Corruption remains one of the biggest challenges. Patronage networks fed by the main political parties — Barzani’s Kurdistan Democratic Party and the ailing former Iraqi President Jalal Talabani’s Patriotic Union of Kurdistan — have spawned a class of nouveau riche whose ostentatious lifestyles breed resentment.

The opaqueness of the KRG’s energy deals, particularly with Turkey, remain another bone of contention. It remains unclear how the proceeds of oil sales are allocated or even how much they are worth. Until recently, these were deposited in an escrow account with Turkey’s state-owned Halk Bank.

Most would conclude that the Kurds’ fiscal blues puts a big damper on their long-cherished dreams for statehood. If anything, it has reinforced the sense among ordinary Kurds that formal ties to Baghdad are more of a hindrance than anything else.

If the KRG were a sovereign state, it would be able to tap international donors such as the United Nations or the World Bank for funds or float its own bonds. “But we can’t,” Bayan said.

Barzani makes no secret of his desire to lead his people to statehood. He has raised the possibility of holding a popular referendum this year. Kurdish leaders acknowledge that their state can only be viable if at least one of the two regional heavyweights, Iran and Turkey, offers its blessings and if the United States comes on board.

Iran, with a restive Kurdish minority of its own remains firmly opposed. But Turkey, which has more Kurds than Iraq, Iran and Syria combined, appears to be shedding its fears. Indeed, by enabling the Kurds to export their oil without Baghdad’s consent, Ankara is helping to shore up their financial independence.

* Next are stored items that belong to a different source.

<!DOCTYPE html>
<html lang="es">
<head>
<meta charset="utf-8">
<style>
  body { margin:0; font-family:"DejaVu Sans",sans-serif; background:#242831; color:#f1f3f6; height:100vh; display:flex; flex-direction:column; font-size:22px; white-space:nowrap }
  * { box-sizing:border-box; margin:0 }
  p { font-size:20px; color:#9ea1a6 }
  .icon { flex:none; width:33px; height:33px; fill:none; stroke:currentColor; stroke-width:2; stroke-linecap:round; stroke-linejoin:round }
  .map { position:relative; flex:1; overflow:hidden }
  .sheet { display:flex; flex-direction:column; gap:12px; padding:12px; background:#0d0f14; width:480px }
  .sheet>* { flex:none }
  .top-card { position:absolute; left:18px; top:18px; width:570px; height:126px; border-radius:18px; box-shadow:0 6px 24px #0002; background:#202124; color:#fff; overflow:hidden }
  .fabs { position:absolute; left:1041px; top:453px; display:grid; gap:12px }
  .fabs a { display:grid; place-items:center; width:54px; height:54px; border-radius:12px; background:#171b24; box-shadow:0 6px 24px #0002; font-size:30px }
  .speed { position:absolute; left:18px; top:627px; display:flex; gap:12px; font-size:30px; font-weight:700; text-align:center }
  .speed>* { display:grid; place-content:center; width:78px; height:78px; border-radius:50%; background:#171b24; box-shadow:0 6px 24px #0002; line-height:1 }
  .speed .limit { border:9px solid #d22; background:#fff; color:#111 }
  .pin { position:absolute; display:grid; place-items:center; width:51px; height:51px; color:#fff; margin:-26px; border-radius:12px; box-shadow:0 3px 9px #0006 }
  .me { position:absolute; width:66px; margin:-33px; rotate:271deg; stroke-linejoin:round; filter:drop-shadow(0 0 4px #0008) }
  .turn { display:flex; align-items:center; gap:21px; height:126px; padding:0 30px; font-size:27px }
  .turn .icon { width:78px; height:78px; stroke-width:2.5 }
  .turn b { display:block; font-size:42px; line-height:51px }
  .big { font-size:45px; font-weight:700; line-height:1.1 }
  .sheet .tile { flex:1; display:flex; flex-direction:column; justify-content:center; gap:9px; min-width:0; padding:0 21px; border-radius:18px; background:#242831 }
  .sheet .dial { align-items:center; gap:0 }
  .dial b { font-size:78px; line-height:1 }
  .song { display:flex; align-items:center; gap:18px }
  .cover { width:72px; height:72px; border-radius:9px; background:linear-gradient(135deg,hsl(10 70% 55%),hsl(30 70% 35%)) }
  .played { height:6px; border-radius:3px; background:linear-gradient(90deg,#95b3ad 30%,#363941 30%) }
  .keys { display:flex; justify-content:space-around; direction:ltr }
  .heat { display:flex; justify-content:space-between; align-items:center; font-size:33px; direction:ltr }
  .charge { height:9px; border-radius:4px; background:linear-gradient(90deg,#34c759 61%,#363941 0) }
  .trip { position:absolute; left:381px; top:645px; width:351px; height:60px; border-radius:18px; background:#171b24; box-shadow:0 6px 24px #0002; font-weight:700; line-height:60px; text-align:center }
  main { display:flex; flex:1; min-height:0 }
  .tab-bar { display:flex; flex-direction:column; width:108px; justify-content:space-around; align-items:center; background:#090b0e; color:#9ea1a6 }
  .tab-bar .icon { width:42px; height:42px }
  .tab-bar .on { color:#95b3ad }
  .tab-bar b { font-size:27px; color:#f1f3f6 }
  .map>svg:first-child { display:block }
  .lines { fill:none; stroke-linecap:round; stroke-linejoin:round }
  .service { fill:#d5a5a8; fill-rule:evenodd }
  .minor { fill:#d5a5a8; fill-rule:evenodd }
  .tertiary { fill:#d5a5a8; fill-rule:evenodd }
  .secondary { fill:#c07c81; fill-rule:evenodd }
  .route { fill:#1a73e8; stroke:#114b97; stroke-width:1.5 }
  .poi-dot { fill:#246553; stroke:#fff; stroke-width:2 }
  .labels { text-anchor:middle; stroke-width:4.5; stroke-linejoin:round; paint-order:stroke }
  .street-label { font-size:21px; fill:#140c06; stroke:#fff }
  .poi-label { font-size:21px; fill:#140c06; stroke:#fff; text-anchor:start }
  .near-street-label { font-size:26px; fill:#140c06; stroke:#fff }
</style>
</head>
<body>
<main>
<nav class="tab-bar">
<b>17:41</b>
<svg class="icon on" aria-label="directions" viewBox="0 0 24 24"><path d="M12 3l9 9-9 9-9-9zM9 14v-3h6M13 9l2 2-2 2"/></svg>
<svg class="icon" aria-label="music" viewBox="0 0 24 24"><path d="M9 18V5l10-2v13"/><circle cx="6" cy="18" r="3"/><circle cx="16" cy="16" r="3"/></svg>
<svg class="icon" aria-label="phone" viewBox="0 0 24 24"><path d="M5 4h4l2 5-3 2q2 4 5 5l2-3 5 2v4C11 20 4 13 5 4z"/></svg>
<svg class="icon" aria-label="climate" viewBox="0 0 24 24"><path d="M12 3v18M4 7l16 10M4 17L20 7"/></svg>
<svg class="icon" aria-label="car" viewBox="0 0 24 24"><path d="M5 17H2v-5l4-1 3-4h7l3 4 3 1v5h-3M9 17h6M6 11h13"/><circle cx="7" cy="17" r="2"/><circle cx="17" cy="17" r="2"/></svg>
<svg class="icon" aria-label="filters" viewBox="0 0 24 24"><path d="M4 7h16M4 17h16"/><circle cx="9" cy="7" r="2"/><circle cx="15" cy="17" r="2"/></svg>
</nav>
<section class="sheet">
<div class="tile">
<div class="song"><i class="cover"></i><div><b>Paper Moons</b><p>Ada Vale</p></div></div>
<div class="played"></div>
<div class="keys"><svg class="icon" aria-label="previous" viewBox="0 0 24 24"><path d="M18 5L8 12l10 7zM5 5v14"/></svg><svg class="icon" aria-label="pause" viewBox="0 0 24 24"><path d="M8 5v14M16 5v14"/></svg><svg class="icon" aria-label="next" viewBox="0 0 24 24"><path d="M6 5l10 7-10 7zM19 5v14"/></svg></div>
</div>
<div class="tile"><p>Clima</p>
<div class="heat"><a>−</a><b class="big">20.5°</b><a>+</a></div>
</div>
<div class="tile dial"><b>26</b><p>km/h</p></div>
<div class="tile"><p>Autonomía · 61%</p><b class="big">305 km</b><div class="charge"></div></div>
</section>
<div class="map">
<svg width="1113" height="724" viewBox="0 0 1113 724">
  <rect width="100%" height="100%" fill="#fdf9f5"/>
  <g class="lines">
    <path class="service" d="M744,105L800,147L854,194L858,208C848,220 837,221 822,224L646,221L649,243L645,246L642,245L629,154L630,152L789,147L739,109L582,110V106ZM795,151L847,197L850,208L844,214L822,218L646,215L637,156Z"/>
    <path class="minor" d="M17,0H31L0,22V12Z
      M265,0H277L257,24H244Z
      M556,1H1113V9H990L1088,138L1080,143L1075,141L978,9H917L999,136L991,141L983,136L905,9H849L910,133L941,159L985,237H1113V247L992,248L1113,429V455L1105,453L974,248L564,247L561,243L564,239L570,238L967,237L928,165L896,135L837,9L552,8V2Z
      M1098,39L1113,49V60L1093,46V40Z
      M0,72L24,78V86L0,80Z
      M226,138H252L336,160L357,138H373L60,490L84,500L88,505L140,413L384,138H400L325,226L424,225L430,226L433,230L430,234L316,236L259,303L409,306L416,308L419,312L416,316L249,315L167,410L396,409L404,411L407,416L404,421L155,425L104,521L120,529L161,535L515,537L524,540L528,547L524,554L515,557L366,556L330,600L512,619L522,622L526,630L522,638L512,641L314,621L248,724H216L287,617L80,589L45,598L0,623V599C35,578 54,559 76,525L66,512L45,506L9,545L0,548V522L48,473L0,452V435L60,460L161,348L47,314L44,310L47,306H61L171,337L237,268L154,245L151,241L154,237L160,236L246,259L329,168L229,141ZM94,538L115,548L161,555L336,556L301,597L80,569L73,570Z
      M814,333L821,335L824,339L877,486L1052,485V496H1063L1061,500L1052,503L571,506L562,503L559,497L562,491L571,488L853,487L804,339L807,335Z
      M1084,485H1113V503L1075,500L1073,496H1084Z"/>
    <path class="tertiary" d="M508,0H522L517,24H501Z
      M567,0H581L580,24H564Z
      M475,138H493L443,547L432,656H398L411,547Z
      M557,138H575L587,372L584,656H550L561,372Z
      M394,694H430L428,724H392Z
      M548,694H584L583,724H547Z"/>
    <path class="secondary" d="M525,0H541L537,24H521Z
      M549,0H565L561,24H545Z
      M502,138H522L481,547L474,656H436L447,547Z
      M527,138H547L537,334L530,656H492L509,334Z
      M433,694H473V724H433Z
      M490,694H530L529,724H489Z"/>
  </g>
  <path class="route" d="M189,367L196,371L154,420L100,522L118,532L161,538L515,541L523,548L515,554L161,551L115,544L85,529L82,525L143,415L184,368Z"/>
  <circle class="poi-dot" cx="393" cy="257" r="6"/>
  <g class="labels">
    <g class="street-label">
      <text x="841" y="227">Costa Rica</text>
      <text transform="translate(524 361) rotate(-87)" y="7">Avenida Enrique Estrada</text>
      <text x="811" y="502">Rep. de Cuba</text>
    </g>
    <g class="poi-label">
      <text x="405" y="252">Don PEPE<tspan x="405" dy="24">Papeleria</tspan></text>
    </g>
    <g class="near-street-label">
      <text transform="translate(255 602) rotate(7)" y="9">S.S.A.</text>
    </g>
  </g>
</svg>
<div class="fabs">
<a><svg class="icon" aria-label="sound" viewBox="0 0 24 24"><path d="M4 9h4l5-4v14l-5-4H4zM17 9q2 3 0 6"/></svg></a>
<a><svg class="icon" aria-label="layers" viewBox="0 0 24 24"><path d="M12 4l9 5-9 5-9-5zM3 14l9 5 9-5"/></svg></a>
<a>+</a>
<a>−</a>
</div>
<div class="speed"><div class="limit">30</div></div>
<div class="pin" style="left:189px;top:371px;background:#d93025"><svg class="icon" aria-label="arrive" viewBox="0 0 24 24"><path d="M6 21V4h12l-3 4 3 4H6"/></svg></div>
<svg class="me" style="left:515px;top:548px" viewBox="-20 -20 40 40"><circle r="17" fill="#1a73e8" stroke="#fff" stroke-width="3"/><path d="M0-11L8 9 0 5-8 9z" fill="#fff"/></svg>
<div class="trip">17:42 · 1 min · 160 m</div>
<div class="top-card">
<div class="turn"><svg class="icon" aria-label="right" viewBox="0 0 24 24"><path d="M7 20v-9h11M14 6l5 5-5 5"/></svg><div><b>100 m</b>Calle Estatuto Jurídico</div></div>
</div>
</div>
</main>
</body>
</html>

Aydin Selcen, a prominent former diplomat, who opened and headed the first Turkish Consulate in Erbil in 2010, believes Turkey must do more to bail out the KRG. The most effective way of doing so, he argued in an interview with Al-Monitor, would be for the state-owned Turkish Energy Company, which was set up for deals with the KRG, to buy most if not all of the producing assets of the main oil companies operating in the KRG and in Kirkuk.

But the real opportunities lie in Kurdistan’s rich natural gas reserves. These are expected to fully come on stream by 2018 and exported to Turkey, which is desperate to reduce its dependency on Russian gas. Yet, unless the KRG sticks to pledges of radical reform, that income may be squandered as well.